Session 10: Biochemical Genetics

Chair: Chris Somerville
Summary: Rob Last, Boyce Thompson Institute for Plant Research at Cornell University, USA.

email: rll3@cornell.edu
Although the Biochemical Genetics session covered many biochemical processes, the theme of sensing and responding to environmental and internal stimuli ran through many of the talks. This is an interesting area of plant biology given that plants grow under and adapt to a wide variety of climatic conditions.

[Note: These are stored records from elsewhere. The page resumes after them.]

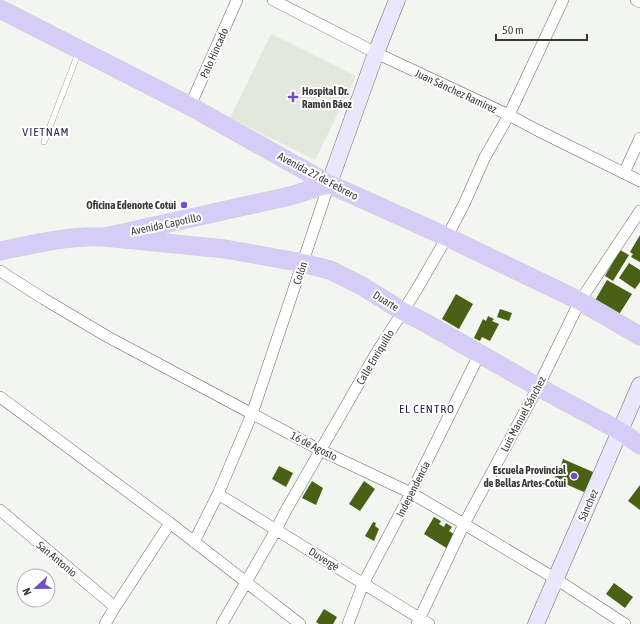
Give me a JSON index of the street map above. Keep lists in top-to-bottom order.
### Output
{
  "streets": {
    "main road": [
      "Avenida 27 de Febrero",
      "Avenida Capotillo",
      "Colón",
      "Duarte",
      "Sánchez"
    ],
    "street": [
      "Palo Hincado",
      "Juan Sánchez Ramírez",
      "Calle Enriquillo",
      "Luis Manuel Sánchez",
      "16 de Agosto",
      "Independencia",
      "San Antonio",
      "Duvergé"
    ]
  },
  "crossings": [
    ["Palo Hincado", "Avenida 27 de Febrero"],
    ["Juan Sánchez Ramírez", "Colón"],
    ["Juan Sánchez Ramírez", "Calle Enriquillo"],
    ["Avenida 27 de Febrero", "Avenida Capotillo"],
    ["Avenida 27 de Febrero", "Colón"],
    ["Avenida 27 de Febrero", "Calle Enriquillo"],
    ["Avenida 27 de Febrero", "Luis Manuel Sánchez"],
    ["Avenida Capotillo", "Colón"],
    ["Avenida Capotillo", "Duarte"],
    ["Colón", "Duarte"],
    ["Colón", "16 de Agosto"],
    ["Colón", "Duvergé"],
    ["Duarte", "Calle Enriquillo"],
    ["Duarte", "Luis Manuel Sánchez"],
    ["Duarte", "Independencia"],
    ["Duarte", "Sánchez"],
    ["Calle Enriquillo", "16 de Agosto"],
    ["Calle Enriquillo", "Duvergé"],
    ["Luis Manuel Sánchez", "16 de Agosto"],
    ["Luis Manuel Sánchez", "Duvergé"],
    ["16 de Agosto", "Independencia"],
    ["16 de Agosto", "Sánchez"],
    ["Independencia", "Duvergé"]
  ],
  "districts": ["VIETNAM", "EL CENTRO"],
  "places": {
    "health": ["Hospital Dr. Ramón Báez"],
    "other": ["Oficina Edenorte Cotui", "Escuela Provincial de Bellas Artes-Cotui"]
  },
  "scale_bar": "50 m",
  "north": "left"
}
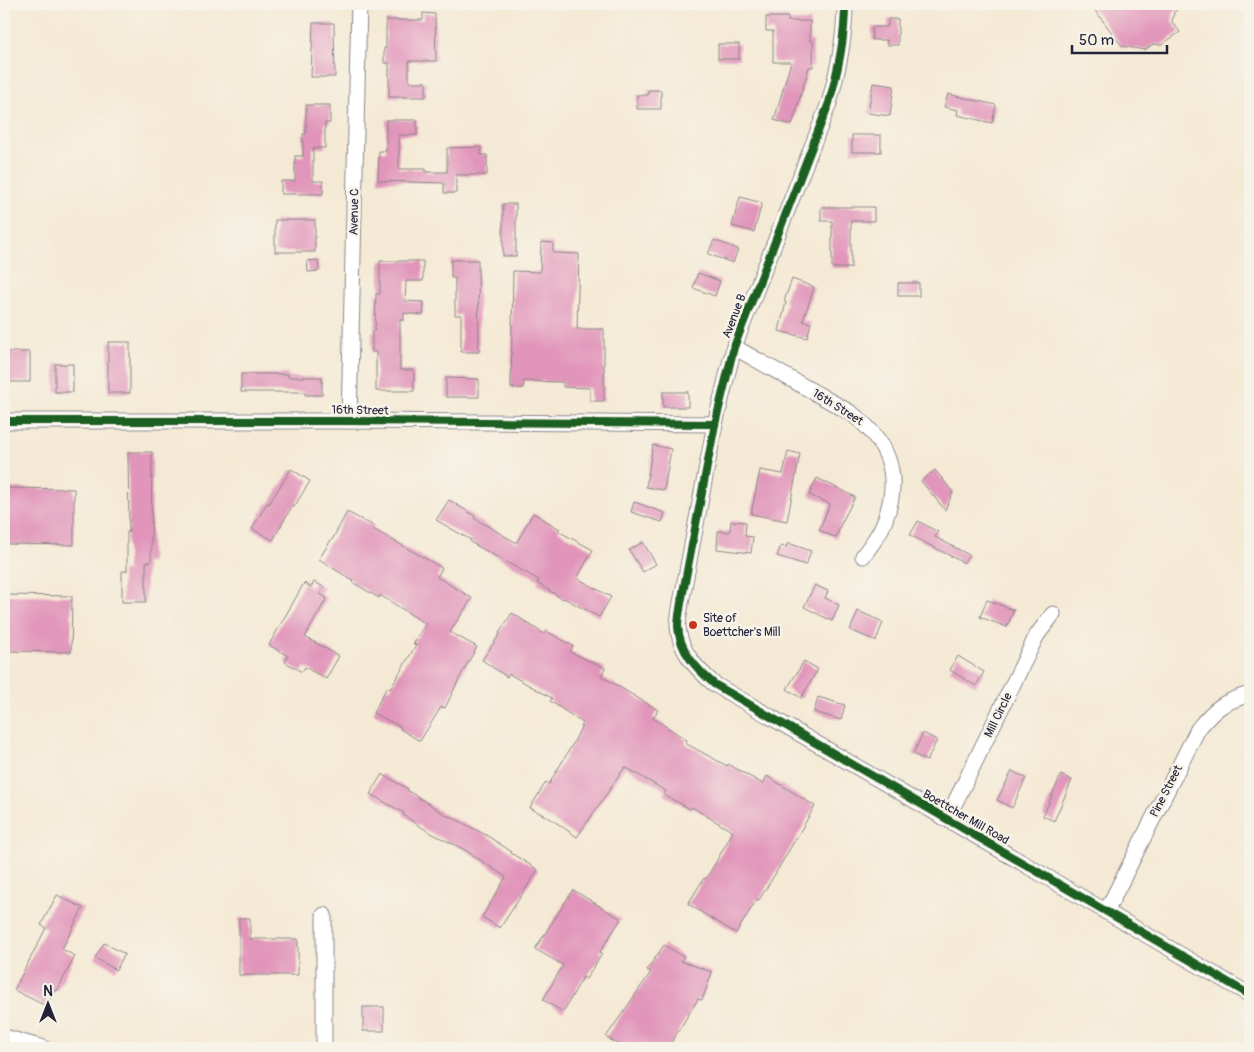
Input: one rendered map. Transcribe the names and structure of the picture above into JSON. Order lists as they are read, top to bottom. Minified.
{"streets":{"street":["Avenue C","Avenue B","16th Street","Mill Circle","Pine Street","Boettcher Mill Road"]},"crossings":[["Avenue C","16th Street"],["Avenue B","16th Street"],["Avenue B","Boettcher Mill Road"],["Mill Circle","Boettcher Mill Road"],["Pine Street","Boettcher Mill Road"]],"places":["Site of Boettcher's Mill"],"scale_bar":"50 m","north":"top"}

Rob Last, of the Boyce Thompson Institute for Plant Research at Cornell began the session by describing his group's genetic dissection of oxidative stress. This is an important topic because plants experience oxidative stress caused by normal metabolic processes and during growth under extreme environmental conditions, and plant pathogenesis. Last and coworkers are using the air pollutant ozone as a convenient way to increase reactive oxygen species in Arabidopsis. In published work, they and Keith Davis' lab at Ohio State University have shown that Arabidopsis induces rapid changes in gene expression following ozone fumigation. More recently, Patricia Conklin in Last's group has identified ozone sensitive mutants that are deficient in L-ascorbic acid (Vitamin C). These plants, which still have 1 millimolar concentrations of ascorbate, are sensitive to a variety of abiotic stress conditions including sulfur dioxide and UV-B. They also show altered responses to pathogens. Future studies with these mutants should reveal the ascorbate biosynthetic pathway in plants (which is still not known despite its importance in human nutrition), and will tell us more about the role of this abundant antioxidant in physiological processes and cell division.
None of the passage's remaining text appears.